What you will do: Filter the listing down to the lines containing the word "Café".
++++++++++++++++++++
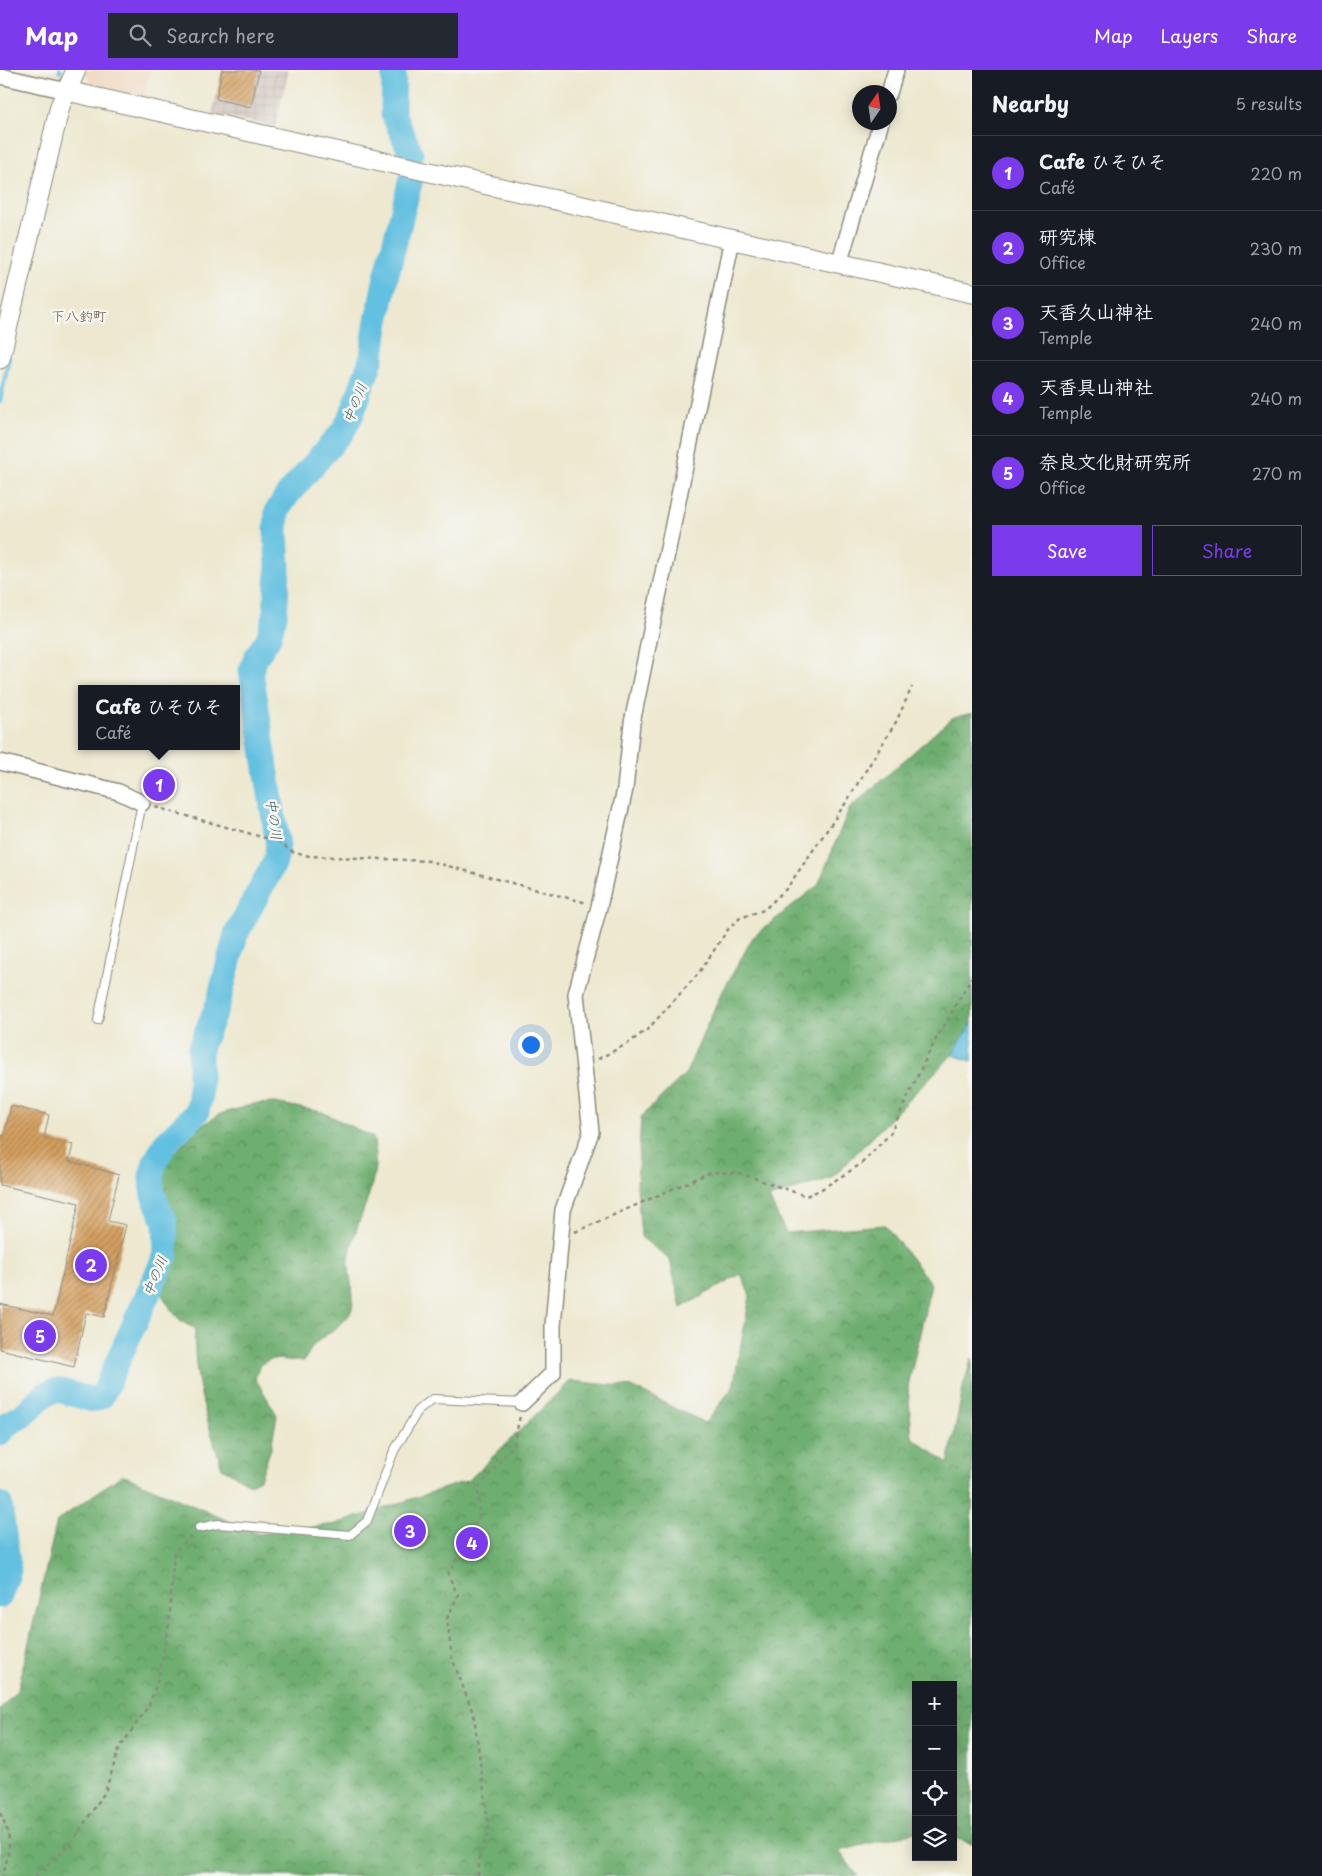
<!DOCTYPE html>
<meta charset="utf-8">
<style>
:root{--surface:#171b24;--page:#242831;--text:#f1f3f6;--muted:#9ea1a6;--line:#363941;--accent:#7c3aed}
body{margin:0;font-family:"Playpen Sans","Klee One",sans-serif;background:var(--page);color:var(--text)}
.controls{position:absolute;right:15px;bottom:15px;display:grid;overflow:hidden;border-radius:0px;box-shadow:0 2px 12px #0003}
.controls button{width:45px;height:45px;display:grid;place-items:center;padding:0;border:0;border-bottom:1px solid var(--line);background:var(--surface);color:var(--text);font:25px sans-serif}
.compass{position:absolute;left:852px;top:15px;width:45px;height:45px;border-radius:50%;background:var(--surface);box-shadow:0 2px 12px #0003;rotate:13deg}
.you{position:absolute;left:530px;top:974px;width:18px;height:18px;margin:-12px;border:4px solid #fff;border-radius:50%;background:#1a73e8;box-shadow:0 0 0 8px #1a73e833}
.badge{display:grid;place-items:center;width:32px;height:32px;border-radius:50%;background:var(--accent);color:#fff;font-size:16px;font-weight:700}
.pin{position:absolute;translate:-50% -50%;border:2px solid #fff;box-shadow:0 1px 5px #0006}
.popup{position:absolute;left:78px;top:615px;width:162px;height:65px;box-sizing:border-box;display:grid;place-content:center;border-radius:0px;background:var(--surface);filter:drop-shadow(0 1px 4px #0005);font-size:16px;white-space:nowrap;color:var(--muted)}
.popup b{font-size:19px;color:var(--text)}
.popup::after{content:'';position:absolute;left:50%;top:100%;margin-left:-10px;border:10px solid transparent;border-top-color:var(--surface)}
.list{margin:0;padding:0;list-style:none}
h2{display:flex;justify-content:space-between;align-items:center;height:65px;margin:0;padding:0 20px;font-size:21px}
h2 small{font-size:16px;font-weight:400;color:var(--muted)}
.list li{display:grid;grid-template-columns:32px 1fr auto;gap:15px;align-items:center;box-sizing:border-box;height:75px;padding:0 20px;border-top:1px solid var(--line)}
.list b{display:block;font-size:19px;white-space:nowrap}
.list p{margin:0;font-size:16px;white-space:nowrap;color:var(--muted)}
.list em{font-size:16px;font-style:normal;color:var(--muted)}
.actions{display:flex;gap:10px;padding:15px 20px}
.actions a{flex:1;padding:11px 0;border:1px solid var(--accent);border-radius:0px;text-align:center;font-size:18px;color:var(--accent)}
.actions .main{background:var(--accent);color:#fff}
.icon{flex:none;width:28px;height:28px;fill:none;stroke:currentColor;stroke-width:2;stroke-linecap:round;stroke-linejoin:round}
.map{position:relative;flex:none;width:972px;height:1806px;overflow:hidden}
header{display:flex;align-items:center;gap:30px;box-sizing:border-box;height:70px;padding:0 25px;background:var(--accent);color:#fff}
header strong{font-size:24px}
nav{display:flex;gap:28px;margin-inline-start:auto;font-size:18px}
.search{width:350px;height:45px;background:var(--page);display:flex;align-items:center;gap:12px;box-sizing:border-box;padding:0 18px;border-radius:0px;color:var(--muted);font-size:19px}
main{display:flex}
aside{flex:1;background:var(--surface)}
.map>svg:first-child{display:block}
.built{fill:#f0d5bc}
.industrial{fill:url(#industrial-grid)}
.forest{fill:url(#forest-crowns);stroke:#4c6c4e}
.water{fill:#62c0e0;stroke:#467686}
.lines{fill:none;stroke-linecap:round;stroke-linejoin:round}
.stream{stroke:#62c0e0;stroke-width:4.5}
.river{stroke:#62c0e0;stroke-width:25}
.building{fill:url(#building-hatch)}
.service-casing{stroke:#8c8a7d;stroke-width:10}
.minor-casing{stroke:#8c8a7d;stroke-width:18}
.tertiary-casing{stroke:#8c8a7d;stroke-width:21}
.path{stroke:#8c8a7d;stroke-width:2.5;stroke-dasharray:4 4;stroke-linecap:butt}
.service{stroke:#fff;stroke-width:8}
.minor{stroke:#fff;stroke-width:15}
.tertiary{stroke:#fff;stroke-width:19}
.labels{text-anchor:middle;stroke-width:5;stroke-linejoin:round;paint-order:stroke}
.neighbourhood-label{font-size:14px;fill:#66543d;stroke:#f6f6f2}
.water-label{font-size:14px;font-style:italic;fill:#3c5861;stroke:#f6f6f2}
</style>
<header>
<strong>Map</strong>
<div class="search"><svg class="icon" aria-label="search" viewBox="0 0 24 24"><circle cx="10" cy="10" r="6"/><path d="M15 15l6 6"/></svg>Search here</div>
<nav><a>Map</a><a>Layers</a><a>Share</a></nav>
</header>
<main>
<div class="map">
<svg width="972" height="1806" viewBox="0 0 972 1806">
<defs>
<pattern id="industrial-grid" width="8" height="8" patternUnits="userSpaceOnUse" patternTransform="scale(1.25)"><rect width="8" height="8" fill="#cec1b9"/><path d="M0 4h8M4 0v8" fill="none" stroke="#b1a69f"/></pattern>
<pattern id="forest-crowns" width="20" height="18" patternUnits="userSpaceOnUse" patternTransform="scale(1.25)"><rect width="20" height="18" fill="#6eae70"/><path d="M2 6a3 3 0 1 1 6 0M12 15a3 3 0 1 1 6 0" fill="none" stroke="#5b8e5c"/></pattern>
<pattern id="building-hatch" width="6" height="6" patternUnits="userSpaceOnUse" patternTransform="scale(1.25)"><rect width="6" height="6" fill="#d49f5f"/><path d="M-1 1l2-2M0 6l6-6M5 7l2-2" fill="none" stroke="#ac824f"/></pattern>
</defs>
<rect width="100%" height="100%" fill="#f6f6f2"/>
<filter id="ink" filterUnits="userSpaceOnUse"><feTurbulence type="fractalNoise" baseFrequency=".02" numOctaves="2"/><feDisplacementMap in="SourceGraphic" scale="10" xChannelSelector="R" yChannelSelector="G"/><feConvolveMatrix kernelMatrix="1 2 1 2 8 2 1 2 1" color-interpolation-filters="sRGB"/></filter>
<filter id="wash" filterUnits="userSpaceOnUse"><feTurbulence type="fractalNoise" baseFrequency=".0096" numOctaves="4" result="noise"/><feDisplacementMap in="SourceGraphic" scale="20" xChannelSelector="R" yChannelSelector="G"/><feGaussianBlur stdDeviation="1.12" result="paint"/><feColorMatrix in="noise" values="0 0 0 0 0 0 0 0 0 0 0 0 0 0 0 0 0 1.4 0 .05"/><feComposite in="paint" operator="in"/></filter>
<g filter="url(#wash)">
<rect width="100%" height="100%" fill="#ede8cf"/>
<path class="built" d="M84 0H150L144 30 92 17Z"/>
<path class="industrial" d="M222 0H289L275 56 212 44Z"/>
<path class="forest" d="M972 643V953L952 985 832 1108 769 1128 786 1163 885 1155 931 1214 908 1317 912 1367 948 1394 964 1313 972 1288V1774L953 1767V1615H916V1762L839 1781 858 1806H0V1640L18 1619 57 1451 122 1405 259 1464 336 1454 469 1410 570 1311 632 1317 705 1353 733 1317 750 1226 741 1204 681 1238 670 1190 641 1167 637 1116 641 1047 686 1003 718 930 753 867 818 815 849 739 952 648Z
M275 1033 322 1042 373 1067C384 1112 355 1147 349 1189 347 1207 359 1229 349 1245 341 1257 327 1263 317 1272 311 1277 308 1285 304 1291L271 1289 261 1294 255 1308 277 1345 271 1378 260 1409 250 1414 222 1398C208 1354 192 1305 195 1258 176 1253 169 1235 159 1220L162 1199 172 1184 170 1147 156 1113 171 1086 201 1056 220 1044 254 1034Z"/>
<path class="water" d="M972 953V991L952 985Z"/>
<g class="lines">
<path class="stream" d="M60 2V0
M0 331 9 288"/>
<path class="river" d="M394 0 393 44 411 83
M0 1363 9 1353 22 1346 45 1324 58 1320 93 1330 102 1326 166 1184 165 1151 153 1125 151 1107 155 1092 166 1072 197 1042 200 1028V978L218 934 236 864 275 792 278 775 251 601 256 587 268 569 275 546 278 499 276 460 277 441 288 424 343 361 352 344 372 287 376 256 386 207 412 105
M0 1434 9 1500 0 1526"/>
</g>
<g id="blocks">
<path class="building" d="M222 0H259L251 37 216 29Z
M11 1036 49 1045 44 1068 73 1075 69 1091 119 1105 108 1151 126 1155 104 1247 86 1243 74 1297 0 1279V1234L53 1246 79 1133 0 1115V1065L4 1066Z"/>
</g>
</g>
<g filter="url(#ink)">
<use href="#blocks" fill-opacity="0" stroke="#8c8a7d" stroke-width="1"/>
<g class="lines">
<defs>
<path id="service" d="M98 950 142 733
M199 1458 218 1454 350 1465 367 1451 394 1381 419 1339 433 1329 522 1333"/>
<path id="minor" d="M0 6 67 21
M889 23 896 0
M839 194 881 52
M0 692 119 722 142 733
M522 1333 553 1303V1256L563 1140 591 1062 576 924 599 837 625 719 632 653 732 169"/>
<path id="tertiary" d="M67 21 972 223
M0 289 60 36 76 0"/>
</defs>
<use href="#service" class="service-casing"/>
<use href="#minor" class="minor-casing"/>
<use href="#tertiary" class="tertiary-casing"/>
<path class="path" d="M155 737 283 773C288 783 299 784 310 786L429 791 587 833
M598 989 627 974 648 959 698 904 729 858 740 848 764 840 787 818 845 734 896 652 912 617
M575 1162 711 1102 739 1103 806 1126 820 1120 861 1094 890 1064 930 980 972 907
M0 1743C14 1770 9 1779 3 1806
M35 1806 71 1773 105 1722 119 1679 149 1635 159 1606 169 1554 174 1482 193 1464
M478 1806 479 1789 489 1760 474 1646 452 1588 447 1549 458 1525 448 1505 479 1447 478 1418 514 1374 520 1346"/>
<use href="#service" class="service"/>
<use href="#minor" class="minor"/>
<use href="#tertiary" class="tertiary"/>
</g>
</g>
<g class="labels">
<g class="neighbourhood-label">
<text x="79" y="251">下八釣町</text>
</g>
<g class="water-label">
<text transform="translate(355 333) rotate(-68)" y="5">中の川</text>
<text transform="translate(274 749) rotate(82)" y="5">中の川</text>
<text transform="translate(155 1206) rotate(-67)" y="5">中の川</text>
</g>
</g>
</svg>
<div class="controls">
<button>+</button>
<button>−</button>
<button><svg class="icon" aria-label="locate" viewBox="0 0 24 24"><circle cx="12" cy="12" r="6"/><path d="M12 2v4M12 18v4M2 12h4M18 12h4"/></svg></button>
<button><svg class="icon" aria-label="layers" viewBox="0 0 24 24"><path d="M12 4l9 5-9 5-9-5zM3 14l9 5 9-5"/></svg></button>
</div>
<svg class="compass" viewBox="-18 -18 36 36"><path d="M0-13l5 13h-10z" fill="#e53935"/><path d="M0 13l5-13h-10z" fill="#9ea1a6"/></svg>
<div class="you"></div>
<div class="pin badge" style="left:159px;top:715px">1</div>
<div class="popup"><b>Cafe ひそひそ</b>Café</div>
<div class="pin badge" style="left:91px;top:1195px">2</div>
<div class="pin badge" style="left:410px;top:1461px">3</div>
<div class="pin badge" style="left:472px;top:1473px">4</div>
<div class="pin badge" style="left:40px;top:1266px">5</div>
</div>
<aside>
<h2>Nearby<small>5 results</small></h2>
<ul class="list">
<li><span class="badge">1</span><div><b>Cafe ひそひそ</b><p>Café</p></div><em>220 m</em></li>
<li><span class="badge">2</span><div><b>研究棟</b><p>Office</p></div><em>230 m</em></li>
<li><span class="badge">3</span><div><b>天香久山神社</b><p>Temple</p></div><em>240 m</em></li>
<li><span class="badge">4</span><div><b>天香具山神社</b><p>Temple</p></div><em>240 m</em></li>
<li><span class="badge">5</span><div><b>奈良文化財研究所</b><p>Office</p></div><em>270 m</em></li>
</ul>
<div class="actions"><a class="main">Save</a><a>Share</a></div>
</aside>
</main>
++++++++++++++++++++
Problem solution:
<div class="popup"><b>Cafe ひそひそ</b>Café</div>
<li><span class="badge">1</span><div><b>Cafe ひそひそ</b><p>Café</p></div><em>220 m</em></li>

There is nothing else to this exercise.